== INFORMATION SHOWN
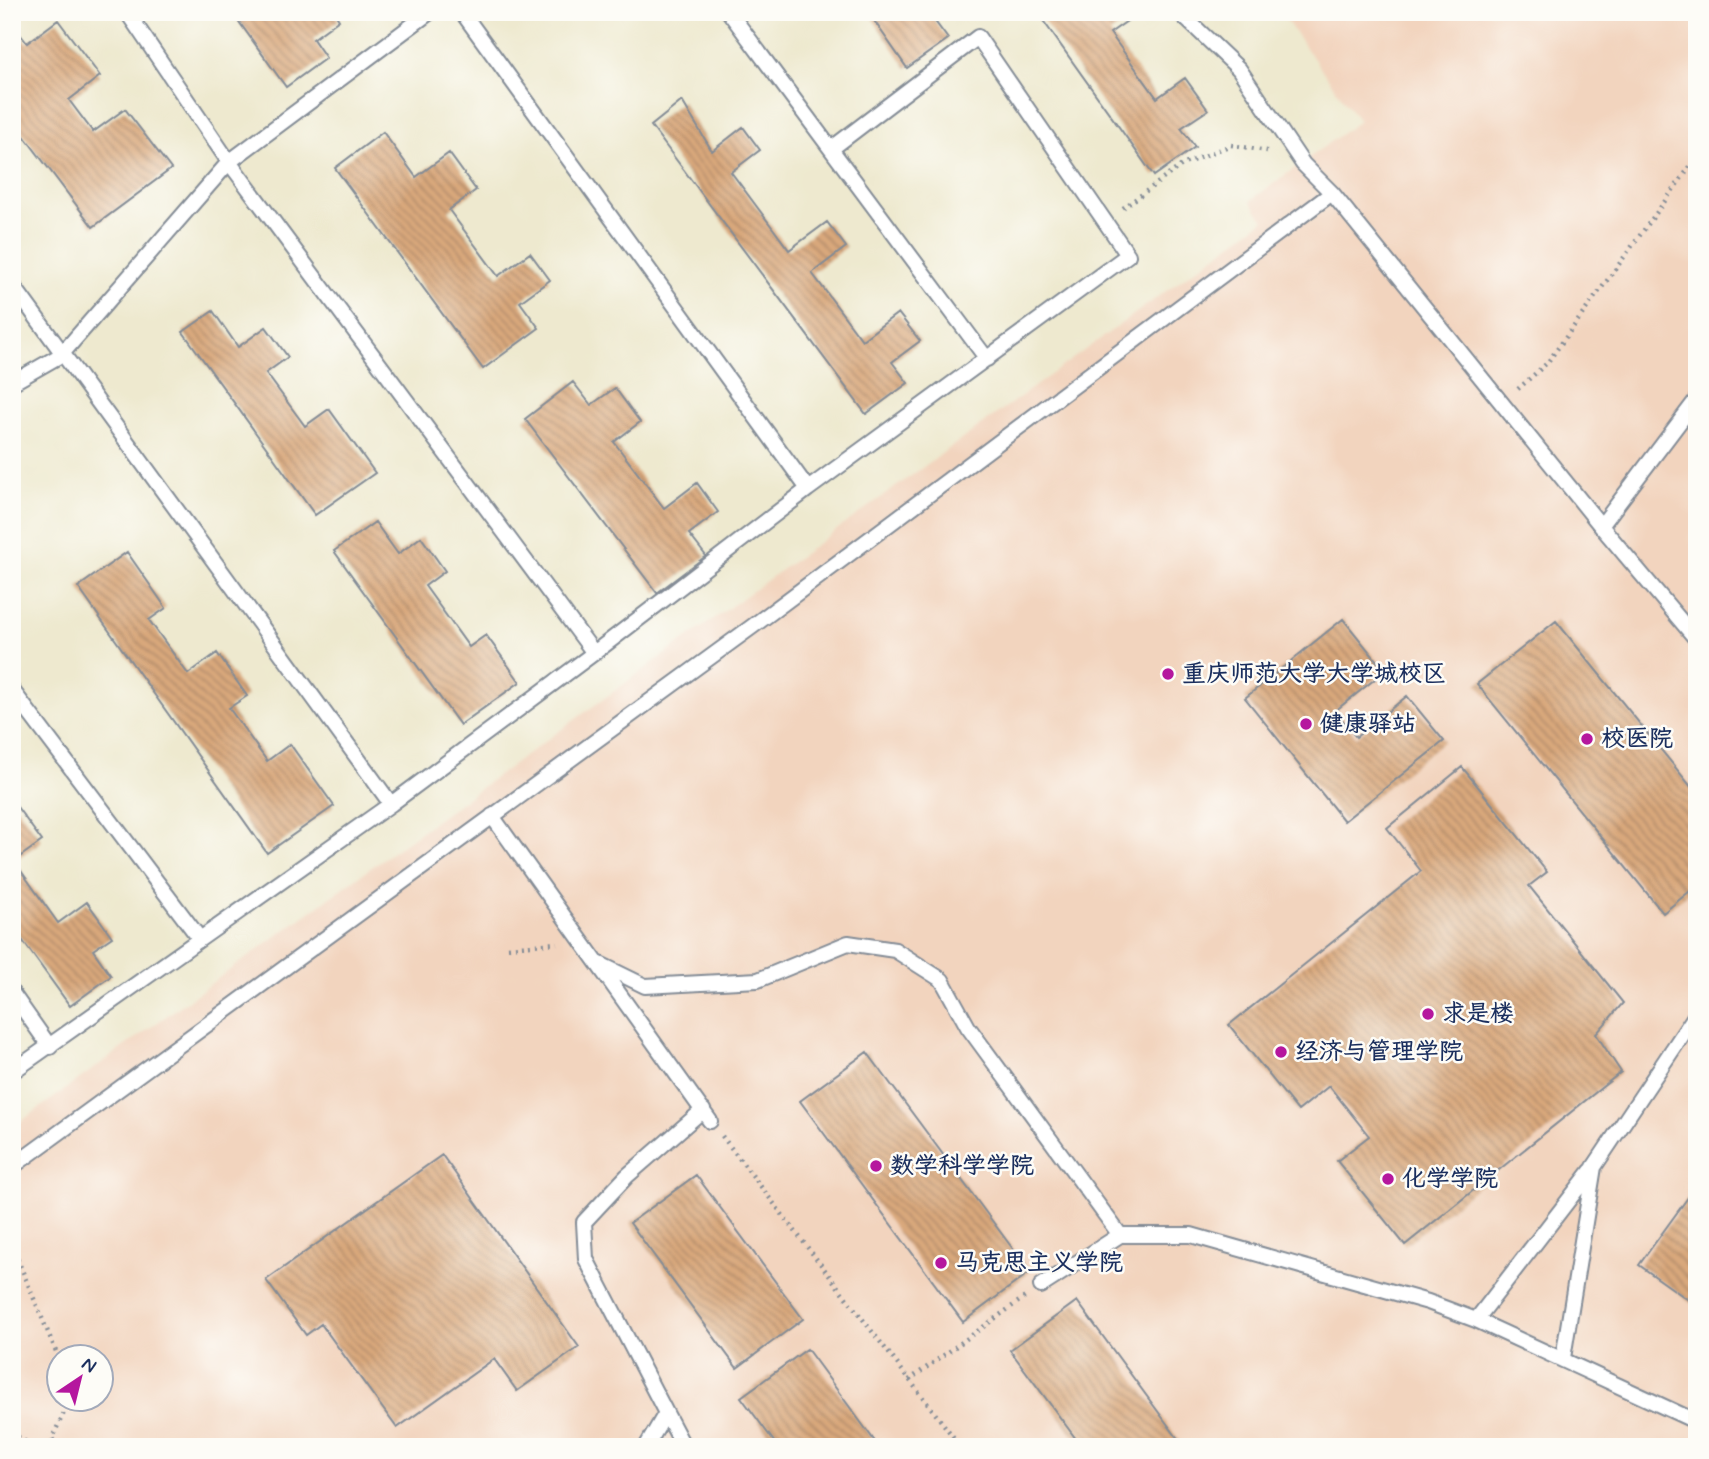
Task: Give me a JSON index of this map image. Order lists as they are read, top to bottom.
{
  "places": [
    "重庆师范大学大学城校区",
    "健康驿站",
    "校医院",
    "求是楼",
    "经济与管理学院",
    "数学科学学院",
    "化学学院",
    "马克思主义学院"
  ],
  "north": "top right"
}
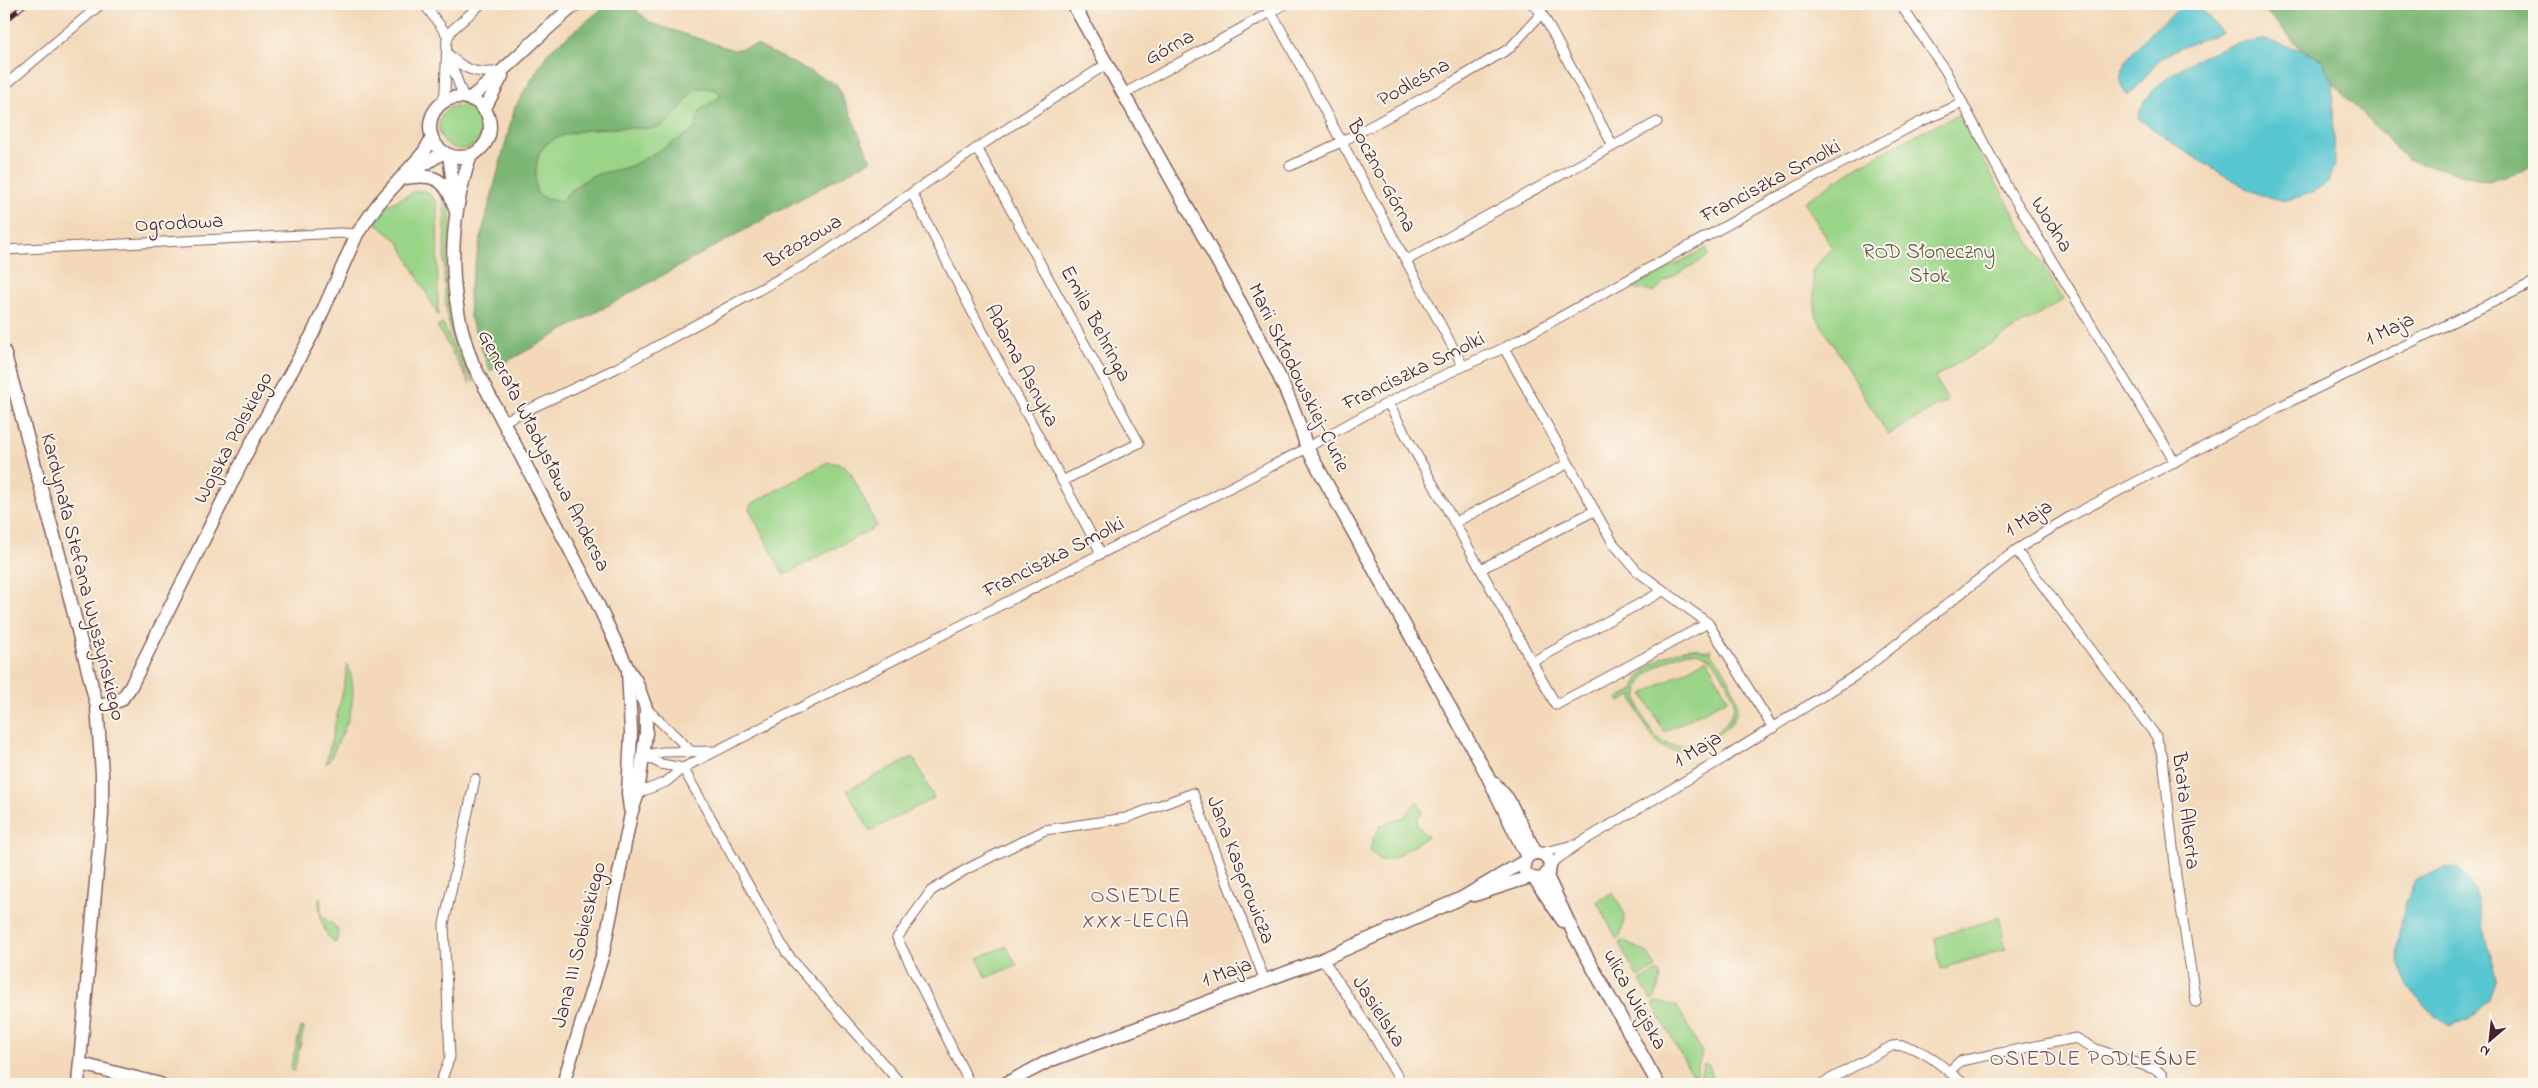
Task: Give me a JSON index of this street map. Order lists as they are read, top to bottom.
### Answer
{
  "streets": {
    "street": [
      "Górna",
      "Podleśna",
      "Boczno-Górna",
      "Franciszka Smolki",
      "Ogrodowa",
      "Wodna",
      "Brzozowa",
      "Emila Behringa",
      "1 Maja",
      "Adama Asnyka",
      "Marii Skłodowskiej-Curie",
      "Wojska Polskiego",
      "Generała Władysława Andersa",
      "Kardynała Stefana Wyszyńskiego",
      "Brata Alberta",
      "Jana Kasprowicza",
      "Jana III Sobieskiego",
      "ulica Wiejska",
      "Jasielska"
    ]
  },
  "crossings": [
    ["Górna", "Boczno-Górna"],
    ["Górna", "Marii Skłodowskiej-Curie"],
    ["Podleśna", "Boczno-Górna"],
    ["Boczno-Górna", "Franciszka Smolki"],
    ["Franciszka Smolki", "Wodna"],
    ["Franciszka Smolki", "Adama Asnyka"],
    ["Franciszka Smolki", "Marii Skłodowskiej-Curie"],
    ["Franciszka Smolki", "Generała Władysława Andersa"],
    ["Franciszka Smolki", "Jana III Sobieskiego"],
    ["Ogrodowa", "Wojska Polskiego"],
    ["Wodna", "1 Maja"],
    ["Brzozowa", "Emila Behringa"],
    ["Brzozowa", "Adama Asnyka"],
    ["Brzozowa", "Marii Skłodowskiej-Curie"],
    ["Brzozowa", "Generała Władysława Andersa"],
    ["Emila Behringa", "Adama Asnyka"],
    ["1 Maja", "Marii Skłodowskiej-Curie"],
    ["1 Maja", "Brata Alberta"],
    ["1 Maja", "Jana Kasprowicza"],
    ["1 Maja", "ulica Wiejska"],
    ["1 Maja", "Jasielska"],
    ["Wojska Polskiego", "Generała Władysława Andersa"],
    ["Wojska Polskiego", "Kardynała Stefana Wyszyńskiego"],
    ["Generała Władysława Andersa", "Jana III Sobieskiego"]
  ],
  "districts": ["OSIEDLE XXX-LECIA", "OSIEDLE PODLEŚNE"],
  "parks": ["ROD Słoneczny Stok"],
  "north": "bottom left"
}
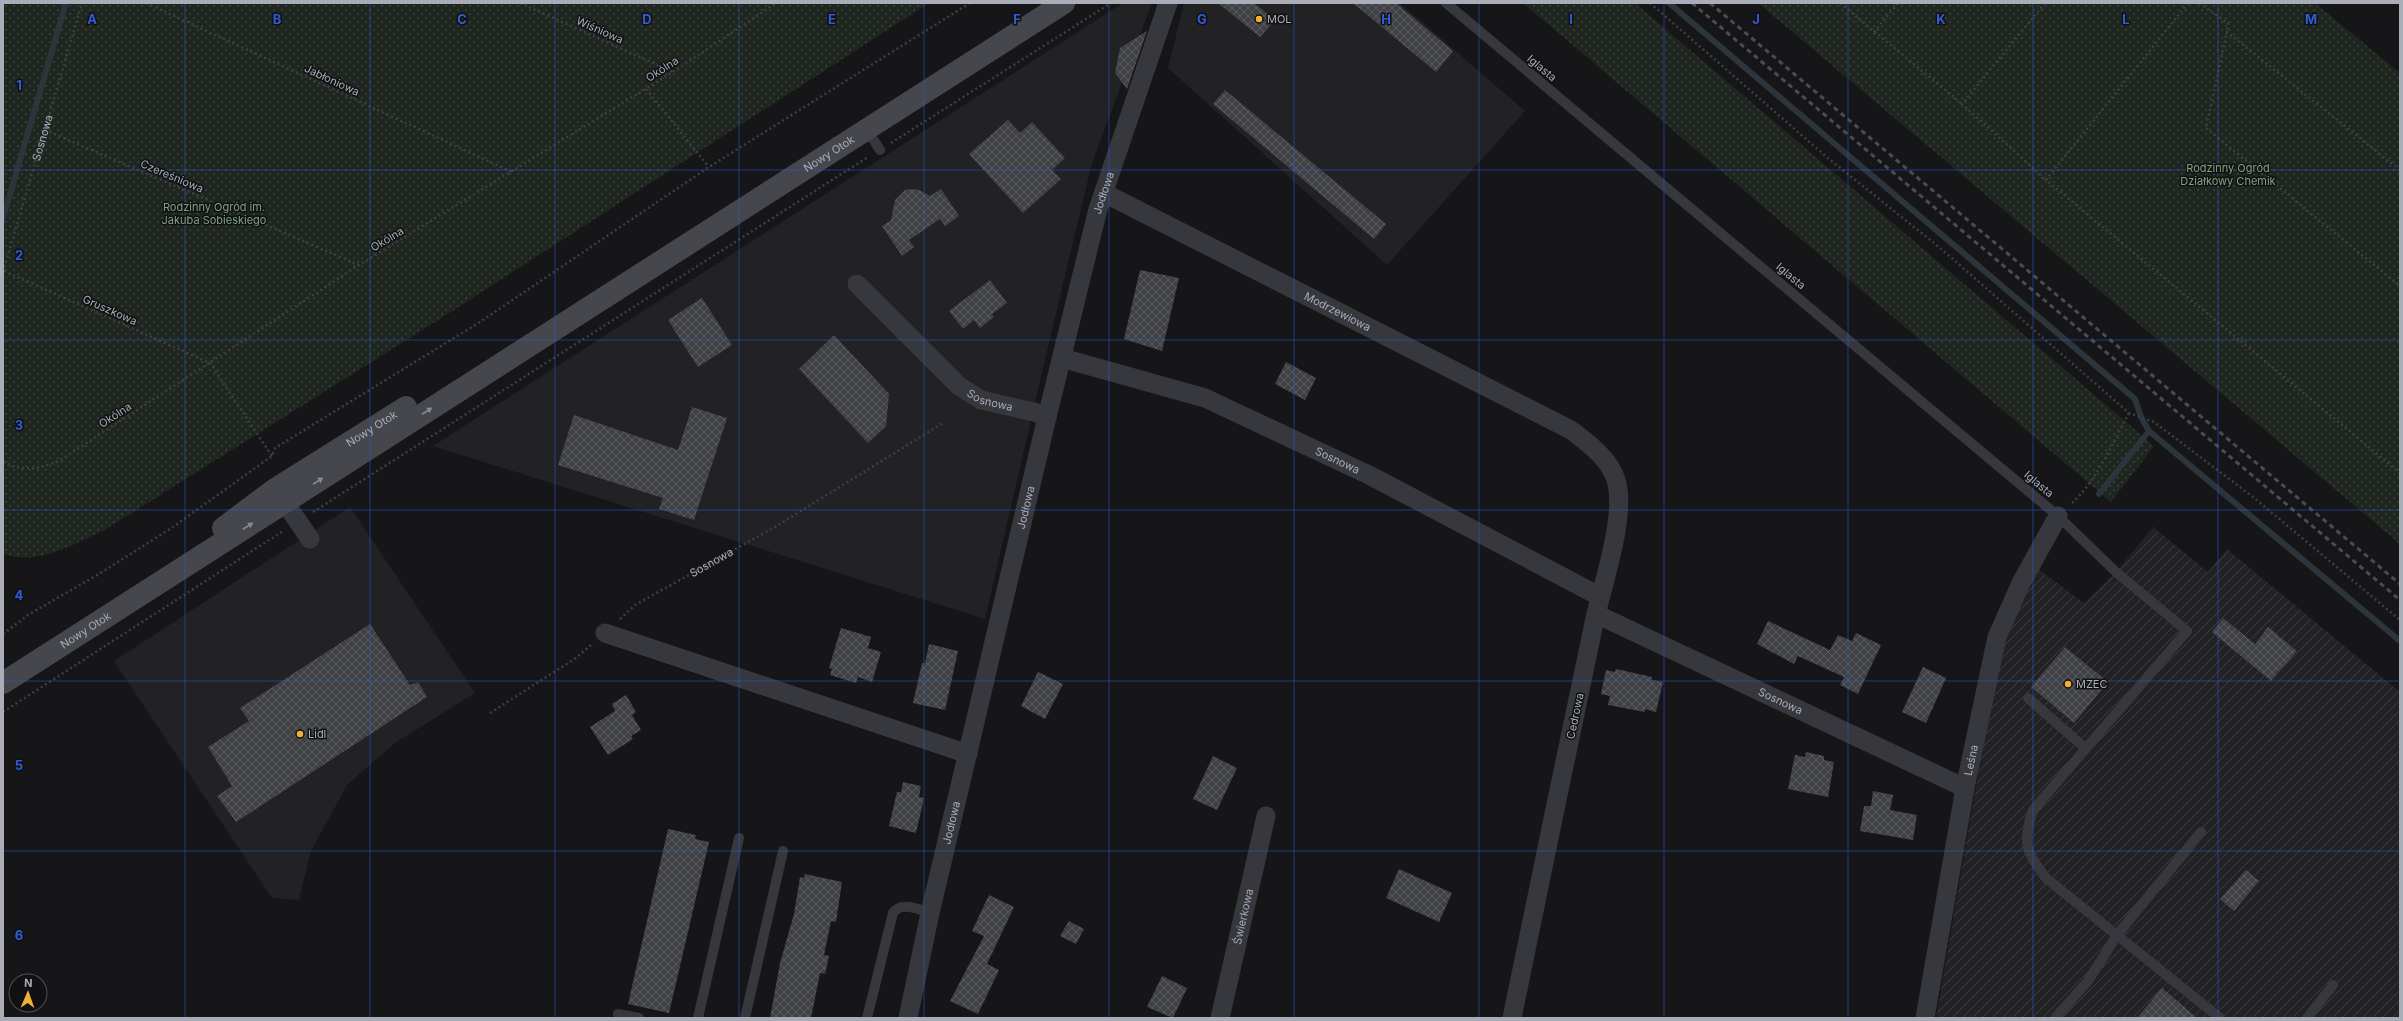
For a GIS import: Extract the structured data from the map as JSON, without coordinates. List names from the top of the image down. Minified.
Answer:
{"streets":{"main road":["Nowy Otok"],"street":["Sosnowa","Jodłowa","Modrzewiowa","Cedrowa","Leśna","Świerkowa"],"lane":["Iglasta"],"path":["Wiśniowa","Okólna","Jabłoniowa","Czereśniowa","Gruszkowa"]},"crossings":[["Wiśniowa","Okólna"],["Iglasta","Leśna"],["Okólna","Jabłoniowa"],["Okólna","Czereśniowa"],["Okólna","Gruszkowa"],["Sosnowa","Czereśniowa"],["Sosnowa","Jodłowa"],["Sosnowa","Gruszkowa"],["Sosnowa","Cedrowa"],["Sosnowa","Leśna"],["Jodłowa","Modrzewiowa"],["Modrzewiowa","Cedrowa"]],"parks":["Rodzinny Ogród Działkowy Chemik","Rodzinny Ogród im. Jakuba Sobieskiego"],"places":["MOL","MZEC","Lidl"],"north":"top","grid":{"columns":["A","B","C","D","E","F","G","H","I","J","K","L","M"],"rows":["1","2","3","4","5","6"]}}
====
▶ GOAL OF THE EXERCISE: Every line of the data above is to be repeated exactly; the images are to be left out.

▶ ANSWER AREA:
Task: Give me a JSON index of this map image. Order lists as they are read, top to bottom.
{
  "places": [
    "重庆师范大学大学城校区",
    "健康驿站",
    "校医院",
    "求是楼",
    "经济与管理学院",
    "数学科学学院",
    "化学学院",
    "马克思主义学院"
  ],
  "north": "top right"
}
Task: Give me a JSON index of this street map. Order lists as they are read, top to bottom.
### Answer
{
  "streets": {
    "street": [
      "Górna",
      "Podleśna",
      "Boczno-Górna",
      "Franciszka Smolki",
      "Ogrodowa",
      "Wodna",
      "Brzozowa",
      "Emila Behringa",
      "1 Maja",
      "Adama Asnyka",
      "Marii Skłodowskiej-Curie",
      "Wojska Polskiego",
      "Generała Władysława Andersa",
      "Kardynała Stefana Wyszyńskiego",
      "Brata Alberta",
      "Jana Kasprowicza",
      "Jana III Sobieskiego",
      "ulica Wiejska",
      "Jasielska"
    ]
  },
  "crossings": [
    ["Górna", "Boczno-Górna"],
    ["Górna", "Marii Skłodowskiej-Curie"],
    ["Podleśna", "Boczno-Górna"],
    ["Boczno-Górna", "Franciszka Smolki"],
    ["Franciszka Smolki", "Wodna"],
    ["Franciszka Smolki", "Adama Asnyka"],
    ["Franciszka Smolki", "Marii Skłodowskiej-Curie"],
    ["Franciszka Smolki", "Generała Władysława Andersa"],
    ["Franciszka Smolki", "Jana III Sobieskiego"],
    ["Ogrodowa", "Wojska Polskiego"],
    ["Wodna", "1 Maja"],
    ["Brzozowa", "Emila Behringa"],
    ["Brzozowa", "Adama Asnyka"],
    ["Brzozowa", "Marii Skłodowskiej-Curie"],
    ["Brzozowa", "Generała Władysława Andersa"],
    ["Emila Behringa", "Adama Asnyka"],
    ["1 Maja", "Marii Skłodowskiej-Curie"],
    ["1 Maja", "Brata Alberta"],
    ["1 Maja", "Jana Kasprowicza"],
    ["1 Maja", "ulica Wiejska"],
    ["1 Maja", "Jasielska"],
    ["Wojska Polskiego", "Generała Władysława Andersa"],
    ["Wojska Polskiego", "Kardynała Stefana Wyszyńskiego"],
    ["Generała Władysława Andersa", "Jana III Sobieskiego"]
  ],
  "districts": ["OSIEDLE XXX-LECIA", "OSIEDLE PODLEŚNE"],
  "parks": ["ROD Słoneczny Stok"],
  "north": "bottom left"
}
For a GIS import: Extract the structured data from the map as JSON, without coordinates. List names from the top of the image down. Minified.
Answer:
{"streets":{"main road":["Nowy Otok"],"street":["Sosnowa","Jodłowa","Modrzewiowa","Cedrowa","Leśna","Świerkowa"],"lane":["Iglasta"],"path":["Wiśniowa","Okólna","Jabłoniowa","Czereśniowa","Gruszkowa"]},"crossings":[["Wiśniowa","Okólna"],["Iglasta","Leśna"],["Okólna","Jabłoniowa"],["Okólna","Czereśniowa"],["Okólna","Gruszkowa"],["Sosnowa","Czereśniowa"],["Sosnowa","Jodłowa"],["Sosnowa","Gruszkowa"],["Sosnowa","Cedrowa"],["Sosnowa","Leśna"],["Jodłowa","Modrzewiowa"],["Modrzewiowa","Cedrowa"]],"parks":["Rodzinny Ogród Działkowy Chemik","Rodzinny Ogród im. Jakuba Sobieskiego"],"places":["MOL","MZEC","Lidl"],"north":"top","grid":{"columns":["A","B","C","D","E","F","G","H","I","J","K","L","M"],"rows":["1","2","3","4","5","6"]}}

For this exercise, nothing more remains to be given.